I expect to monkey around with things for a couple weeks before I start actively using it, but mooching off of clarification and some additional details would be keen.

  • I was originally going to do RaidZ2 with 6 drives and double it, and plan on adding another 6 within about two months. Is this comparable to triple mirror configuration in terms of performance once the third vdev has been added? Or would I be better off just starting with triple mirroring, dropping down 8TB of usable initially, and just add triple mirrors as I go?
  • It looks like a SLOG is pretty much necessary when hosting virtual disks on ZFS, so I'll be grabbing two S7300s and popping them together in a raid1 for that. Should I also consider an L2ARC sooner rather than later?
  • I couldn't find clarification as to if ZFS ram requirements are based on use space, or total space available. If total space, ram definitely needs to be top priority, but otherwise I'll only be using approximately 2 TB of easily disposable data until I'm happy with performance and output.
  • I see a lot of reference to iSCSI requiring leaving 50% of the total zpool free for optimal performance, so this makes me want to consider NFS. Is there other ways around the limitation?
  • Is there any appreciable benefit in performance worth considering setting up NFS shares on the ZFS filesystem that the VMs mount, instead of simply making a second virtual disk?

And then just a couple quick questions I can easily find out/test and are more out of ignorance:

  • Are zvols expandable? Any good reading or link so I can learn best applications of zvols?
  • How granular can snapshots get? Can I snapshot some vdevs, but not others? Or is it better to do it on the zvol?
Thanks a bunch in advance for my nebbish questions. Attempting to piggyback on the noob guide for what I need to fill in for my particular config/use case.
 

Tancients

Dabbler
Joined
May 25, 2015
Messages
23
So triple mirror all the way, then? Any expansion being another triple mirror then added to the pool?
 

zambanini

Patron
Joined
Sep 11, 2013
Messages
479
tell us more about the expected workload.

otherwise at least I can only guess.
 

Tancients

Dabbler
Joined
May 25, 2015
Messages
23
Homelab use. Maybe around 20 VMs, up and down as things get built and destroyed. This includes a windows server or two, but otherwise exclusively linux distros. Probably ESXi as the hypervisor. Good chance of doing pled media streaming, but that would also be running on a different box.
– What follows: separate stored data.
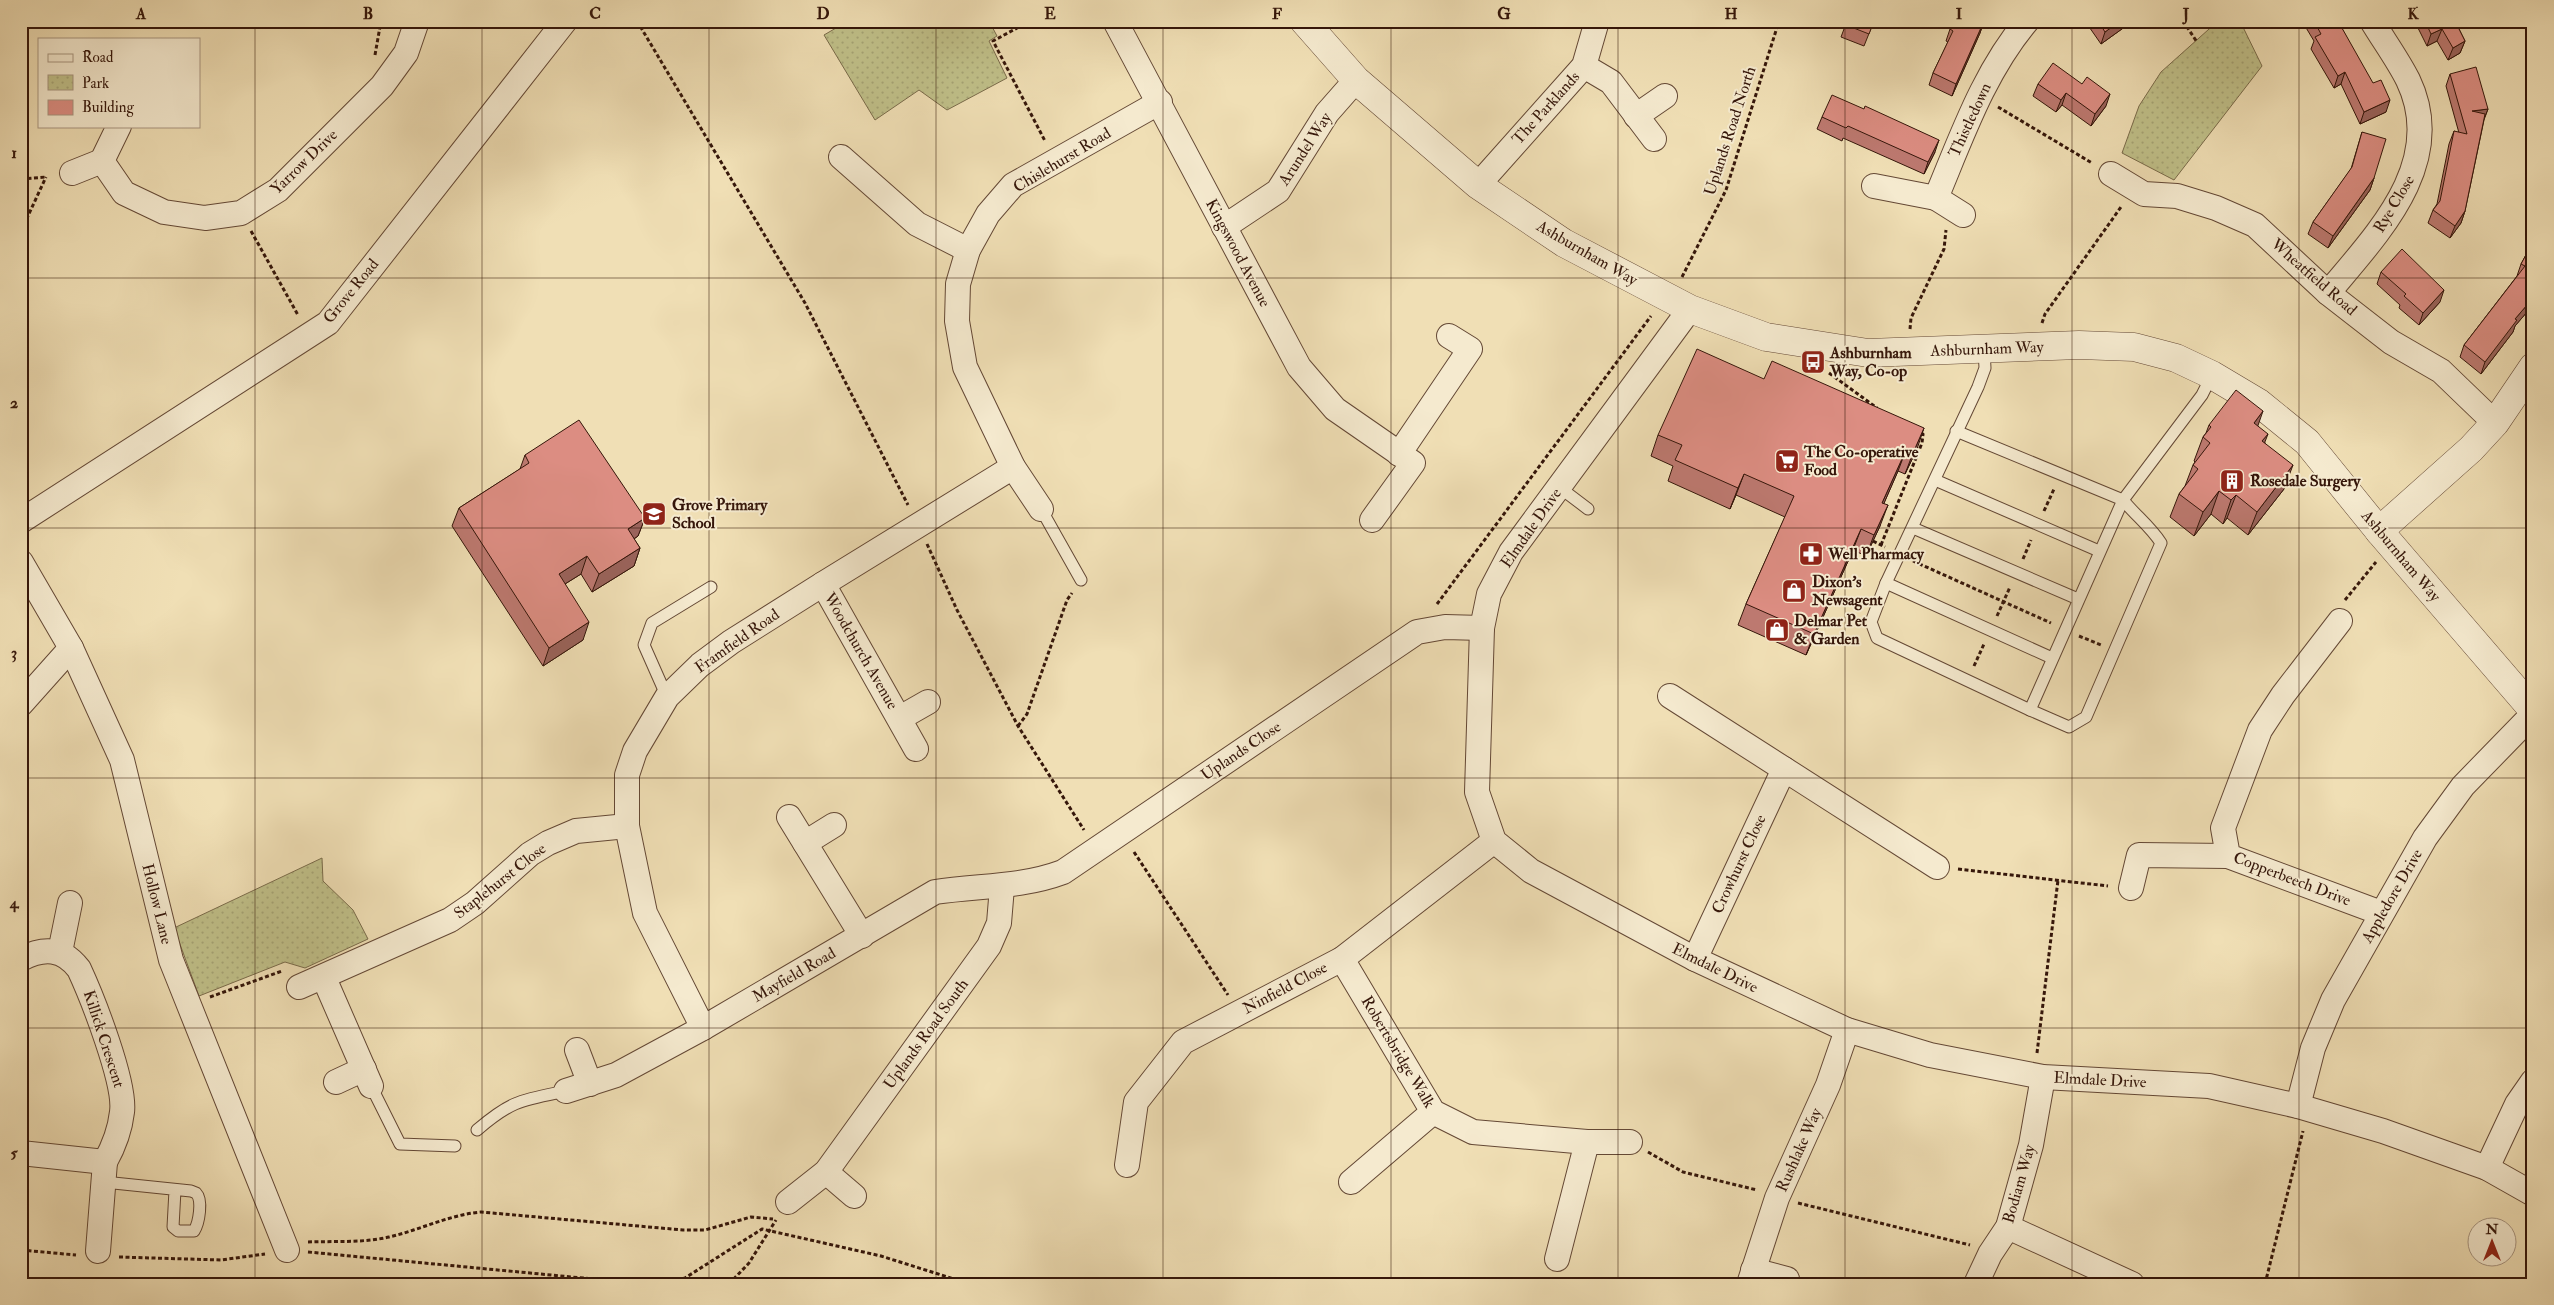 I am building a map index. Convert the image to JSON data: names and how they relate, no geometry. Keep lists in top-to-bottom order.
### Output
{
  "streets": {
    "street": [
      "The Parklands",
      "Thistledown",
      "Arundel Way",
      "Chislehurst Road",
      "Yarrow Drive",
      "Rye Close",
      "Kingswood Avenue",
      "Ashburnham Way",
      "Wheatfield Road",
      "Grove Road",
      "Elmdale Drive",
      "Framfield Road",
      "Woodchurch Avenue",
      "Uplands Close",
      "Crowhurst Close",
      "Copperbeech Drive",
      "Staplehurst Close",
      "Appledore Drive",
      "Hollow Lane",
      "Mayfield Road",
      "Ninfield Close",
      "Uplands Road South",
      "Killick Crescent",
      "Robertsbridge Walk",
      "Rushlake Way",
      "Bodiam Way"
    ],
    "path": ["Uplands Road North"]
  },
  "crossings": [
    ["The Parklands", "Ashburnham Way"],
    ["Uplands Road North", "Ashburnham Way"],
    ["Uplands Road North", "Elmdale Drive"],
    ["Arundel Way", "Kingswood Avenue"],
    ["Arundel Way", "Ashburnham Way"],
    ["Chislehurst Road", "Kingswood Avenue"],
    ["Chislehurst Road", "Framfield Road"],
    ["Rye Close", "Wheatfield Road"],
    ["Ashburnham Way", "Elmdale Drive"],
    ["Elmdale Drive", "Uplands Close"],
    ["Elmdale Drive", "Crowhurst Close"],
    ["Elmdale Drive", "Appledore Drive"],
    ["Elmdale Drive", "Ninfield Close"],
    ["Elmdale Drive", "Rushlake Way"],
    ["Elmdale Drive", "Bodiam Way"],
    ["Framfield Road", "Woodchurch Avenue"],
    ["Framfield Road", "Staplehurst Close"],
    ["Framfield Road", "Mayfield Road"],
    ["Uplands Close", "Mayfield Road"],
    ["Uplands Close", "Uplands Road South"],
    ["Copperbeech Drive", "Appledore Drive"],
    ["Mayfield Road", "Uplands Road South"],
    ["Ninfield Close", "Robertsbridge Walk"]
  ],
  "places": {
    "bus stop": ["Ashburnham Way, Co-op"],
    "supermarket": ["The Co-operative Food"],
    "building": ["Rosedale Surgery"],
    "school or university": ["Grove Primary School"],
    "pharmacy": ["Well Pharmacy"],
    "shop": ["Dixon's Newsagent", "Delmar Pet & Garden"]
  },
  "legend": ["Road", "Park", "Building"],
  "north": "top",
  "grid": {
    "columns": [
      "A",
      "B",
      "C",
      "D",
      "E",
      "F",
      "G",
      "H",
      "I",
      "J",
      "K"
    ],
    "rows": [
      "1",
      "2",
      "3",
      "4",
      "5"
    ]
  }
}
The storage would purely be storage so I wouldn't be running any jails or the like along with zfs.

Overall a lot of random IO (Due to OS) but the VMs would only be serving a maximum of 5 devices at any one time with only 2 regular users, in reference to server load itself.
 

kspare

Guru
Joined
Feb 19, 2015
Messages
508
64gb of ram at a minimum. don't bother with the s3700 pci ssds, get the new intel 750. much cheaper and faster.

Don't bother with raidz if you want it to work properly use mirrored vdev.

I have lots of ups power and a generator so I haven't bothered with an slog but the intel 750 is making our data fly as a l2cache.

Be careful of your cpus, I've ran into some bottle necks there with mine.

Don't use dedup, use the recommended compression.

Use intel nics ( which I think you are)

What HBA are you using?

What hyper visor are you using on your servers?
 

Tancients

Dabbler
Joined
May 25, 2015
Messages
23
64gb of ram at a minimum. don't bother with the s3700 pci ssds, get the new intel 750. much cheaper and faster.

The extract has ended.